Em segundo lugar está Renan Calheiros (MDB-AL), com 51 funcionários e uma folha de R$ 693.560,90; seguido por Roberto Rocha (PSDB-MA). Em quarto lugar está Eduardo Gomes (MDB-TO), com 59 funcionários e R$ 648.987,19 de custo médio mensal com a folha de pagamento.

A senadora por Mato Grosso do Sul e presidente da Comissão de Constituição e Justiça (CCJ), Simone Tebet (MDB), é a segunda do Estado que mais utiliza a verba para pagar funcionários. São 23 pessoas e uma folha mensal média de R$ 341.601,22.

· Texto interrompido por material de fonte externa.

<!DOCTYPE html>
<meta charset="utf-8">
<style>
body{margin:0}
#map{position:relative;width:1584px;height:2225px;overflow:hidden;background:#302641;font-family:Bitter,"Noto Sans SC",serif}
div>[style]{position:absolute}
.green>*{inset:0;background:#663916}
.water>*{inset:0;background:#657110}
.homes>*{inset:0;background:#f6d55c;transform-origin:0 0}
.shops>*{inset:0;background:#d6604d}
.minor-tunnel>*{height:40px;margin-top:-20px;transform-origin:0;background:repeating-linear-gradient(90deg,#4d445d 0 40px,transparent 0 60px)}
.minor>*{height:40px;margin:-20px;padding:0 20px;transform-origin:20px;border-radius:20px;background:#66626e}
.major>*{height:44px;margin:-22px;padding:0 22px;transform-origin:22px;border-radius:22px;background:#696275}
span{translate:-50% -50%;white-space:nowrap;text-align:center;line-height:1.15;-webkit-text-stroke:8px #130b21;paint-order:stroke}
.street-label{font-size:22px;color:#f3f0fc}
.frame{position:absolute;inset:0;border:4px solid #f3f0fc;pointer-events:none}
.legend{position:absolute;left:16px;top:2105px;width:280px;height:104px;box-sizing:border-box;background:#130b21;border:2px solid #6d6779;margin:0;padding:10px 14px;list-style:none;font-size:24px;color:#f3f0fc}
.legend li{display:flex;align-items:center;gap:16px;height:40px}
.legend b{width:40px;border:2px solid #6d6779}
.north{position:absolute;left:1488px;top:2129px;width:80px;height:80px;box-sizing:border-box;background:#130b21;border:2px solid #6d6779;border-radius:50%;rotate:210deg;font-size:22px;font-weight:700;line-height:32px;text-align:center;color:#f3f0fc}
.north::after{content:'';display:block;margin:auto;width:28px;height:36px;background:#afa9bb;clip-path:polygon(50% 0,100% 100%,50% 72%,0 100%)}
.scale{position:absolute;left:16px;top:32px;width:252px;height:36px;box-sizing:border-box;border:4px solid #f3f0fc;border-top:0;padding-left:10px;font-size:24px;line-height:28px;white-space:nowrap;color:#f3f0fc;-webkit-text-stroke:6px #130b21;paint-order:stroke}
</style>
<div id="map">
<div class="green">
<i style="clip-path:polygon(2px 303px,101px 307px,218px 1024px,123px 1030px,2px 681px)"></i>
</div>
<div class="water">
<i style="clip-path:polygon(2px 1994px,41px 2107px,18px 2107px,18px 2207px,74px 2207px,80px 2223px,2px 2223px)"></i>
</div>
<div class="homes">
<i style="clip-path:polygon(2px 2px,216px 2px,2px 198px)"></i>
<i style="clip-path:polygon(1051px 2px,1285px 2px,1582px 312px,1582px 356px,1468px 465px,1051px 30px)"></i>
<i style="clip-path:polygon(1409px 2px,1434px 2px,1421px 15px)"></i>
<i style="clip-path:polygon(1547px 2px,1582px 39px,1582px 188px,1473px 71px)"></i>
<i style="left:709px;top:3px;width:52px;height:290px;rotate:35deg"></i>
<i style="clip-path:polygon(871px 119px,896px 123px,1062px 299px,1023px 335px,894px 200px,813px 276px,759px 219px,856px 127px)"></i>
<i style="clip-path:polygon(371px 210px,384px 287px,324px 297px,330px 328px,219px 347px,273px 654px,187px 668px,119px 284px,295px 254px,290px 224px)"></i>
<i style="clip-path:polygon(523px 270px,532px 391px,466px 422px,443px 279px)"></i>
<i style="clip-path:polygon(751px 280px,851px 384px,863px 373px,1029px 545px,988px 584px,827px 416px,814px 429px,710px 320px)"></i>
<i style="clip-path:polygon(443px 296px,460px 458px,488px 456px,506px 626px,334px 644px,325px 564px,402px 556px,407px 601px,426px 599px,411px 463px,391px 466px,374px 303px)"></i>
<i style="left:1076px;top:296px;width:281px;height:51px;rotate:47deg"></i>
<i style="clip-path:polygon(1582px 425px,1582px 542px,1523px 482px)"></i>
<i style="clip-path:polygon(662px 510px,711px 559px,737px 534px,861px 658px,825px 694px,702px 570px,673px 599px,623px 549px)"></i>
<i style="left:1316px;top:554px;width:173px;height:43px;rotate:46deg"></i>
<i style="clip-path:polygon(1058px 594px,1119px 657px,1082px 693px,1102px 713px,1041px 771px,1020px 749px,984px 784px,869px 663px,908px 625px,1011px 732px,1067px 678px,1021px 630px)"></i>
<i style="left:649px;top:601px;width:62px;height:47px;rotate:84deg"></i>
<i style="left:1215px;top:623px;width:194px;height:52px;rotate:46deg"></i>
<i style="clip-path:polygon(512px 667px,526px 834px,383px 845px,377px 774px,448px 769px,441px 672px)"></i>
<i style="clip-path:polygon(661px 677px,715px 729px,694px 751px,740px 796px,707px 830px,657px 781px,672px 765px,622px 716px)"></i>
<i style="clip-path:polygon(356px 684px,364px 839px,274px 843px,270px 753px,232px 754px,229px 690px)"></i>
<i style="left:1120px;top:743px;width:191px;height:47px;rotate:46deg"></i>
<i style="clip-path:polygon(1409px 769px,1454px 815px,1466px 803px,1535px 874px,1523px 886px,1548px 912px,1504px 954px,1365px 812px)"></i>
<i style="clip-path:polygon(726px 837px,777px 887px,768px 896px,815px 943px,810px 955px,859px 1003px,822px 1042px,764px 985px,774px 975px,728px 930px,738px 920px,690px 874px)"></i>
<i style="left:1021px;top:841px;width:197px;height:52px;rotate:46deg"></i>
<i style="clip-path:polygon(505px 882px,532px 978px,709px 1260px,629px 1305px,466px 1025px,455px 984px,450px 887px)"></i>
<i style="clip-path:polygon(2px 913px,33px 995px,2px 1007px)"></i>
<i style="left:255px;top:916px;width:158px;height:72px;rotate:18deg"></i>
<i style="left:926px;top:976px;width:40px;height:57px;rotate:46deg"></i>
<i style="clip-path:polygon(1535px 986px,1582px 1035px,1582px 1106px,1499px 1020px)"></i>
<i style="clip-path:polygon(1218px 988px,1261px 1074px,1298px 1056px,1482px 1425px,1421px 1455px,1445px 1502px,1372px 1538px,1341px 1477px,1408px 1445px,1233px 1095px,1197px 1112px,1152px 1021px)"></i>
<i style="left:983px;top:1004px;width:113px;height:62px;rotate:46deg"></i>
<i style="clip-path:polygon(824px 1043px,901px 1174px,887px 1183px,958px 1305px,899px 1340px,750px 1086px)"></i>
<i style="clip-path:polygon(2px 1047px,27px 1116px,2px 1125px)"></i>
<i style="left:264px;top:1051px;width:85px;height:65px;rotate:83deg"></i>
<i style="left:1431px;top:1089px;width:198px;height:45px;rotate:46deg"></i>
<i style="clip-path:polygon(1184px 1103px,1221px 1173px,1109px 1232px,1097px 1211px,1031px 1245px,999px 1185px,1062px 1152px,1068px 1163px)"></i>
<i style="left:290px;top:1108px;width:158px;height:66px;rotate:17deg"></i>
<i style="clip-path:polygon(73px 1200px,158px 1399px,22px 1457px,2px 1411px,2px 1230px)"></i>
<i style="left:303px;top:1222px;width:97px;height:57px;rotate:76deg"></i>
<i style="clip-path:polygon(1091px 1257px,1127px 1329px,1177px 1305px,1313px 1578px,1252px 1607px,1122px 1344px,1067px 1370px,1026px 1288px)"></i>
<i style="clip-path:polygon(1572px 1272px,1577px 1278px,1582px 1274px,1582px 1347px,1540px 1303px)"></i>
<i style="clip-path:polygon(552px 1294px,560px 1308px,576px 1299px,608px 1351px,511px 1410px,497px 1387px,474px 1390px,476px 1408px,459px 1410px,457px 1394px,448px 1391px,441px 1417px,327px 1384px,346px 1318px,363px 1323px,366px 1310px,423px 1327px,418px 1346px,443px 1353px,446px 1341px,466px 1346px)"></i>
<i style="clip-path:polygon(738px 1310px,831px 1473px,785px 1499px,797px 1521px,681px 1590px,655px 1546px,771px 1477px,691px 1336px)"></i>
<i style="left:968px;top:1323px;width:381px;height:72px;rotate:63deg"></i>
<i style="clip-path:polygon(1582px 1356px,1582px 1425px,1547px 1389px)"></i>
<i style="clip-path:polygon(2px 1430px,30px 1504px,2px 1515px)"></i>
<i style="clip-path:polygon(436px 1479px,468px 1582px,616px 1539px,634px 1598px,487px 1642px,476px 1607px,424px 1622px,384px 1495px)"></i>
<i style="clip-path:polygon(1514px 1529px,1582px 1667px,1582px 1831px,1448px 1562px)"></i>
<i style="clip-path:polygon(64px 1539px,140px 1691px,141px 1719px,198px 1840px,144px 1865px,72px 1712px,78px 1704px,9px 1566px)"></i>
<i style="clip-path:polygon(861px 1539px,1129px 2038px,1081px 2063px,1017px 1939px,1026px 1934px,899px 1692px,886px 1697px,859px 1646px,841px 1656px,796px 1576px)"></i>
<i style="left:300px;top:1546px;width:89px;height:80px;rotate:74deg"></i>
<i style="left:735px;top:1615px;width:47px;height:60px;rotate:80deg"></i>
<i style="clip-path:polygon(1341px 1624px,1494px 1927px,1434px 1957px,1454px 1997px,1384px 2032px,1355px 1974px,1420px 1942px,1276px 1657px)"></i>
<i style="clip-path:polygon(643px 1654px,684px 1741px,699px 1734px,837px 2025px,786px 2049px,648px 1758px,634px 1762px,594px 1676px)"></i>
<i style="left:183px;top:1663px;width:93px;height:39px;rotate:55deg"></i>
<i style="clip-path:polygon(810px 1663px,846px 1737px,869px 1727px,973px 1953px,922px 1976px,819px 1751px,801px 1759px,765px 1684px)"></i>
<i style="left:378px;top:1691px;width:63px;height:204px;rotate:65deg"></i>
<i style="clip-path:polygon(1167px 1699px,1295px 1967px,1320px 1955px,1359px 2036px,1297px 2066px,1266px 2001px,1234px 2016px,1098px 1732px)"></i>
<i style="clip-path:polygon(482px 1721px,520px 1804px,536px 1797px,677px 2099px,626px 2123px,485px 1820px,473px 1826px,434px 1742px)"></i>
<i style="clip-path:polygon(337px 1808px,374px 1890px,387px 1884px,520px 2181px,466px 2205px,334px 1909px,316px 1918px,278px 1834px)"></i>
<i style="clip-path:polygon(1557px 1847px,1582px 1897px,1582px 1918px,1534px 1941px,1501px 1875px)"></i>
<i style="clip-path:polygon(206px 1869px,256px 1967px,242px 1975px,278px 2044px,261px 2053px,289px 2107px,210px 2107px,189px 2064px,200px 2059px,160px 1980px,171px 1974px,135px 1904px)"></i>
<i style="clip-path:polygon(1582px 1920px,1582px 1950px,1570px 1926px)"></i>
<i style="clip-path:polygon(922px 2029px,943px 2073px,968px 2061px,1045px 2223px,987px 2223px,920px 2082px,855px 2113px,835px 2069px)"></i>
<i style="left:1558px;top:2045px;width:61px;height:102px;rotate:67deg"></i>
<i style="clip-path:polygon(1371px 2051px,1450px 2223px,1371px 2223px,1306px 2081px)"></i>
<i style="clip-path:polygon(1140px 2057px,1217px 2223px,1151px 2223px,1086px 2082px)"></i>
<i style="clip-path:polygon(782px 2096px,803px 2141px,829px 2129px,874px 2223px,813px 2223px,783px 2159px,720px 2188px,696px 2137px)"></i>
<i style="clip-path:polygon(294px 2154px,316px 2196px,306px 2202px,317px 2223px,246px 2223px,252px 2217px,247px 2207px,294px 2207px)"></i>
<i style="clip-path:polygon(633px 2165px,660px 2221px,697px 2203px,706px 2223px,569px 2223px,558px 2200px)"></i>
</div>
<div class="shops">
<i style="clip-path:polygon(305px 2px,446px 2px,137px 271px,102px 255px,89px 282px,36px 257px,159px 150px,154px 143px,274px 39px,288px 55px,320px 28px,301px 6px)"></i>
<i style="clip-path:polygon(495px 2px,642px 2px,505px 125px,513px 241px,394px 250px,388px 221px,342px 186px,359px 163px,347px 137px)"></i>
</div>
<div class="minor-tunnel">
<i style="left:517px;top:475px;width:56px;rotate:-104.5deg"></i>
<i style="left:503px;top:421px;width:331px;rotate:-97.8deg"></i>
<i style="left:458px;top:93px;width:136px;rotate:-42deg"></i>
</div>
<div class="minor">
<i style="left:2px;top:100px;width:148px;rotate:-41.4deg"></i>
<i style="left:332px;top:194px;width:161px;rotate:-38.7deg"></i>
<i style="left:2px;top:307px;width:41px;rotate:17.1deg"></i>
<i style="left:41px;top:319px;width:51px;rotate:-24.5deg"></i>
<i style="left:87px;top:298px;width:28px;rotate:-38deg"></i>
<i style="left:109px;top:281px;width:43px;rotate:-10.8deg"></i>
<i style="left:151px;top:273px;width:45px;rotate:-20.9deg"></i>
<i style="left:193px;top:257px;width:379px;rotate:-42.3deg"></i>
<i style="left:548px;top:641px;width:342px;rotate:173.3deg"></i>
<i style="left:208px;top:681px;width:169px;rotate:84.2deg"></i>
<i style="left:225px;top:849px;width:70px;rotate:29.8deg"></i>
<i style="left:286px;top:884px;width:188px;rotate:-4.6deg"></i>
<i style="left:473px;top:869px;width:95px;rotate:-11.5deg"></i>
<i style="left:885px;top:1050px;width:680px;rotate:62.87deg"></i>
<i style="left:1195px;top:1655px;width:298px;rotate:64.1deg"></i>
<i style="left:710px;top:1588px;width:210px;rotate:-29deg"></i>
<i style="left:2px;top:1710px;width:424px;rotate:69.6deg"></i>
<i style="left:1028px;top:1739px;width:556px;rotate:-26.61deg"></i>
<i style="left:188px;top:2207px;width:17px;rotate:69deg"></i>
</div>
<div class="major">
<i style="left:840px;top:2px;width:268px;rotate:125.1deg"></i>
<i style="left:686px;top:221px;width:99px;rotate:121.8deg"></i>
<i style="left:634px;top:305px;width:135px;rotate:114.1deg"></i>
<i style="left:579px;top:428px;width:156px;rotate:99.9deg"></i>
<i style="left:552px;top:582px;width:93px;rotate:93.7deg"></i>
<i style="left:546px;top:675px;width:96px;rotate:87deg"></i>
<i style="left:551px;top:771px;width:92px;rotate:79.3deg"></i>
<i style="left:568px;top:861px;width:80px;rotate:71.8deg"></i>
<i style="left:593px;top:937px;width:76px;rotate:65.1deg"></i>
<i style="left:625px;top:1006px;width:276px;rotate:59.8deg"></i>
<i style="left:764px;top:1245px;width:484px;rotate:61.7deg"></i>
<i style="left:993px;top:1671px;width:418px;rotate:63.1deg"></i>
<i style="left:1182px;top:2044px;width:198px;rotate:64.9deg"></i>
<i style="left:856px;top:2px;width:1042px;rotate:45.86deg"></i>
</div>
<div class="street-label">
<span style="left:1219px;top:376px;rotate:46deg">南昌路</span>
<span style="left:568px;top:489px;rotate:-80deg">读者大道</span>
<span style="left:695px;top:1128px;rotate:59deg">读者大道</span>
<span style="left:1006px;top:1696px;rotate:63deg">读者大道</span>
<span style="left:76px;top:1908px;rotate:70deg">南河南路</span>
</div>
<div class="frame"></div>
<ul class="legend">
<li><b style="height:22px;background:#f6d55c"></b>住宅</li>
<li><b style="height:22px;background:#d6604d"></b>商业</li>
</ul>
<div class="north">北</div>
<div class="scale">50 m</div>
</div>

De acordo com o Portal da Transparência do Senado Federal, Simone tem 17 pessoas em seu gabinete, sendo dois efetivos, e seis em seus escritórios de apoio, todos comissionados. Os cargos são de chefe de gabinete; assessor parlamentar; secretário parlamentar; assistente parlamentar intermediário, júnior, pleno e sênior; e ajudante parlamentar júnior e sênior.

Mesmo tendo mais servidores que Tebet, a senadora Soraya Thoronicke (PSL), gasta mesmo com a folha de pagamento. Ela tem 26 funcionários e utiliza uma média de R$ 284.033,40 com os salários.

Do total, são 18 pessoas no gabinete em Brasília, sendo apenas um efetivo e oito comissionados em escritórios de apoio. Os cargos variam de chefe de gabinete; assessor parlamentar; secretário parlamentar; assistente parlamentar intermediário, júnior; ajudante parlamentar júnior, pleno e sênior; e auxiliar parlamentar júnior, pleno e sênior.

As assessorias de imprensa dos três senadores do Estado foram procurados para saber se era necessária a quantidade de funcionários e se pretendiam diminuir os gastos com verba pública, além de outros questionamentos, mas apenas a assessoria da senadora Simone respondeu a demanda, e em partes.

Questionada sobre qual sua posição com relação a Reforma Administrativa da União, ela reconheceu que é necessários diminuir a máquina pública, porém defende a manutenção de direitos. “Eu ainda estou analisando as propostas apresentadas pelo Governo. Entendo que é realmente preciso reduzir o gasto público, diminuir a máquina estatal e torná-la mais eficiente. Mas não podemos mexer em direitos adquiridos. Por exemplo, um servidor que já tem o direito de gozar a licença capacitação não poderá perdê-lo. Entendo que as mudanças podem vir a partir dos novos servidores, que já vão entrar no serviço público cientes das regras diferentes. Em relação aos salários, há ainda muito a ser debatido”.